[PATCH 1/2]: Fix BUG in cancel_dirty_pages on XFS

public inbox for linux-kernel@vger.kernel.org
 help / color / mirror / Atom feed

From: David Chinner <dgc@sgi.com>
To: linux-kernel@vger.kernel.org
Cc: xfs@oss.sgi.com, akpm@osdl.org
Subject: [PATCH 1/2]: Fix BUG in cancel_dirty_pages on XFS
Date: Wed, 24 Jan 2007 09:37:02 +1100	[thread overview]
Message-ID: <20070123223702.GF33919298@melbourne.sgi.com> (raw)

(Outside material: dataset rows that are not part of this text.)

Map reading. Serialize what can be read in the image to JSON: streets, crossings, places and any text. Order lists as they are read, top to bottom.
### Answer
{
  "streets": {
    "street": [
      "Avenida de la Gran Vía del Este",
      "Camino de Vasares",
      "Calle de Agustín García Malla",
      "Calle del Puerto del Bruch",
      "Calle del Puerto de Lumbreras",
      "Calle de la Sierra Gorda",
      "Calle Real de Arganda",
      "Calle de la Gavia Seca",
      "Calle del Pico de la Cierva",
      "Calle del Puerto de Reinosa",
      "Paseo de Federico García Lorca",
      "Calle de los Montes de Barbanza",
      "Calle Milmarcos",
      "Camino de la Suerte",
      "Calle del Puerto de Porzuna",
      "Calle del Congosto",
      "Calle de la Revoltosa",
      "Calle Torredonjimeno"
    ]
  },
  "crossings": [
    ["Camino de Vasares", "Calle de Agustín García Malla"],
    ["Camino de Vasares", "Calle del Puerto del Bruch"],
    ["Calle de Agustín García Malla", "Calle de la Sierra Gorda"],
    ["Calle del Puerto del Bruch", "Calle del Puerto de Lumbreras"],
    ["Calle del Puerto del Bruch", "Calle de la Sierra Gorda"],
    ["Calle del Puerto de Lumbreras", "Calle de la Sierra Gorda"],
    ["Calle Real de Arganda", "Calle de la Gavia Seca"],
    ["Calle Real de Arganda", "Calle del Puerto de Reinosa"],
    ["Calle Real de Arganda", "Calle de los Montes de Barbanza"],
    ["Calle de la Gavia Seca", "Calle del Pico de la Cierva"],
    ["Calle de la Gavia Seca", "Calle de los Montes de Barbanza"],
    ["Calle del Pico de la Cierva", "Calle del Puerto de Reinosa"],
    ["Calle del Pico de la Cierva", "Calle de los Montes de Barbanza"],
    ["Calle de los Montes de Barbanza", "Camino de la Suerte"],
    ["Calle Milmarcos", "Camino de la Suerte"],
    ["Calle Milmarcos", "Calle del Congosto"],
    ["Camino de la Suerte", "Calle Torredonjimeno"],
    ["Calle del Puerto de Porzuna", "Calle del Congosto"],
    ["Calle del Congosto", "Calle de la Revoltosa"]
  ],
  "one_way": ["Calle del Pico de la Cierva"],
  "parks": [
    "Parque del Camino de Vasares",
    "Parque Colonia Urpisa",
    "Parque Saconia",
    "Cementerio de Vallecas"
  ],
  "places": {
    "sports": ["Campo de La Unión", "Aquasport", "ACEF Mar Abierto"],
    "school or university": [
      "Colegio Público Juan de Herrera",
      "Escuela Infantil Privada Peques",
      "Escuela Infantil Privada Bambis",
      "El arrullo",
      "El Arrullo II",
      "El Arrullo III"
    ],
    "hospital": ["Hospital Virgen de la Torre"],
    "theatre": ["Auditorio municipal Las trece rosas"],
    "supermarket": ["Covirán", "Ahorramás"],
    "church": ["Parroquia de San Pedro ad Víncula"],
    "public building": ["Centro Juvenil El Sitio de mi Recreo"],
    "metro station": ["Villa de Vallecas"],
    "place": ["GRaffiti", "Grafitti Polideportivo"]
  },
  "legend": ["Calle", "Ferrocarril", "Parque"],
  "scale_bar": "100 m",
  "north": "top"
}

With the recent changes to cancel_dirty_pages(), XFS will
dump warnings in the syslog because it can truncate_inode_pages()
on dirty mapped pages.

I've determined that this is indeed correct behaviour for XFS
as this can happen in the case of races on mmap()d files with
direct I/O. In this case when we do a direct I/O read, we
flush the dirty pages to disk, then truncate them out of the
page cache. Unfortunately, between the flush and the truncate
the mmap could dirty the page again. At this point we toss a
dirty page that is mapped.

None of the existing functions for truncating pages or invalidating
pages work in this situation. Invalidating a page only works for
non-dirty pages with non-dirty buffers, and they only work for
whole pages and XFS requires partial page truncation.

On top of that the page invalidation functions don't actually
call into the filesystem to invalidate the page and so the filesystem
can't actually invalidate the page properly (e.g. do stuff based on
private buffer head flags).

So that leaves us needing to use truncate semantics an the problem
is that none of them unmap pages in a non-racy manner - if they
unmap pages they do it separately tothe truncate of the page,
leading to races with mmap redirtying the page between the unmap and
the truncate ofthe page.

Hence we need a truncate function that unmaps the pages while they
are locked for truncate in a similar fashion to
invalidate_inode_pages2_range(). The following patch (unchanged from
the last time it was sent) does this. The XFS changes are in a
second patch.

The patch has been test on ia64 and x86-64 via XFSQA and a lot
of fsx mixing mmap and direct I/O operations.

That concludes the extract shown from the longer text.